Node.js NPM の Proxy Auto-Configuration パッケージに深刻な脆弱性が発見される

Critical Bug Reported in NPM Package With Millions of Downloads Weekly

2021/09/13 TheHackerNews — JavaScript 用の NPM パッケージ Pac-Resolver に存在する、深刻なリモートコード実行の脆弱性に対する修正プログラムが提供された。さまざまな局面で利用される Pac-Resolver だが、この脆弱性が悪用されると、HTTP リクエストが送信されるたびに、Node.js アプリケーション内で悪意のコードが実行される可能性がある。この脆弱性 CVE-2021-23406 は、CVSS 値が 8.1 であり、Pac-Resolver の 5.0.0 以前のバージョンに影響する。

PAC (Proxy Auto-Configuration) とは、Web ブラウザからのリクエストを、指定されたホスト名へ向けてダイレクトに転送するか、Web プロキシ・サーバーに転送するかを決定する、JavaScript の関数のことである。つまり、PAC コンフィグレーション・ファイルは、企業環境でプロキシ・ルールを配布する方法となる。
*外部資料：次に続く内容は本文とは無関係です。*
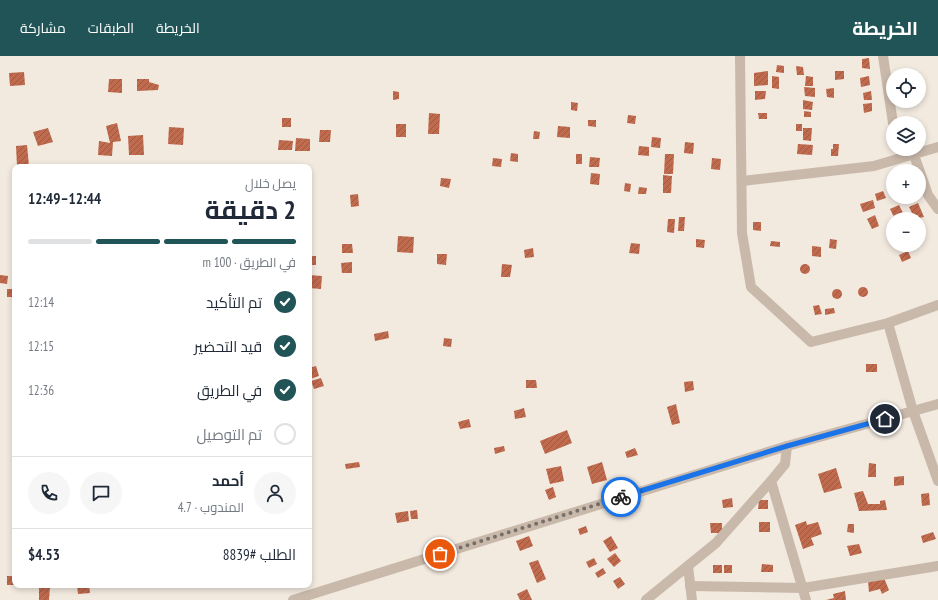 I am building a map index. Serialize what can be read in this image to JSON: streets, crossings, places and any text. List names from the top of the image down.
{
  "page": {
    "header": "الخريطة",
    "nav": ["الخريطة", "الطبقات", "مشاركة"],
    "map_buttons": ["+", "−"],
    "heading": ["2 دقيقة", "يصل خلال", "12:44–12:49"],
    "panel": [
      "أحمد",
      "المندوب · 4.7",
      "الطلب #8839",
      "$4.53"
    ],
    "bar": "في الطريق · 100 m",
    "list": [
      ["تم التأكيد", "12:14"],
      ["قيد التحضير", "12:15"],
      ["في الطريق", "12:36"],
      "تم التوصيل"
    ]
  }
} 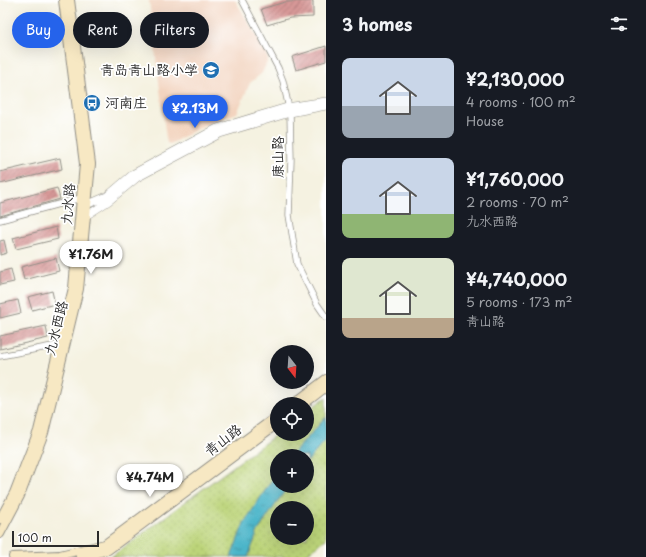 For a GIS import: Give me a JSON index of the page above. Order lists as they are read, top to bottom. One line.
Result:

先月末に発表した記事で Tim Perry は、「このパッケージは、Pac-Proxy-Agent で PAC ファイルをサポートする。つまり、Node.js で HTTP プロキシの自動的な検出/構成を行う標準パッケージとして、あらゆる Proxy-Agent 内で使用される。Proxy-Agent は、とても人気があり、AWS CDK/Mailgun SDK/Firebase CLI などでも使用されている」と述べている。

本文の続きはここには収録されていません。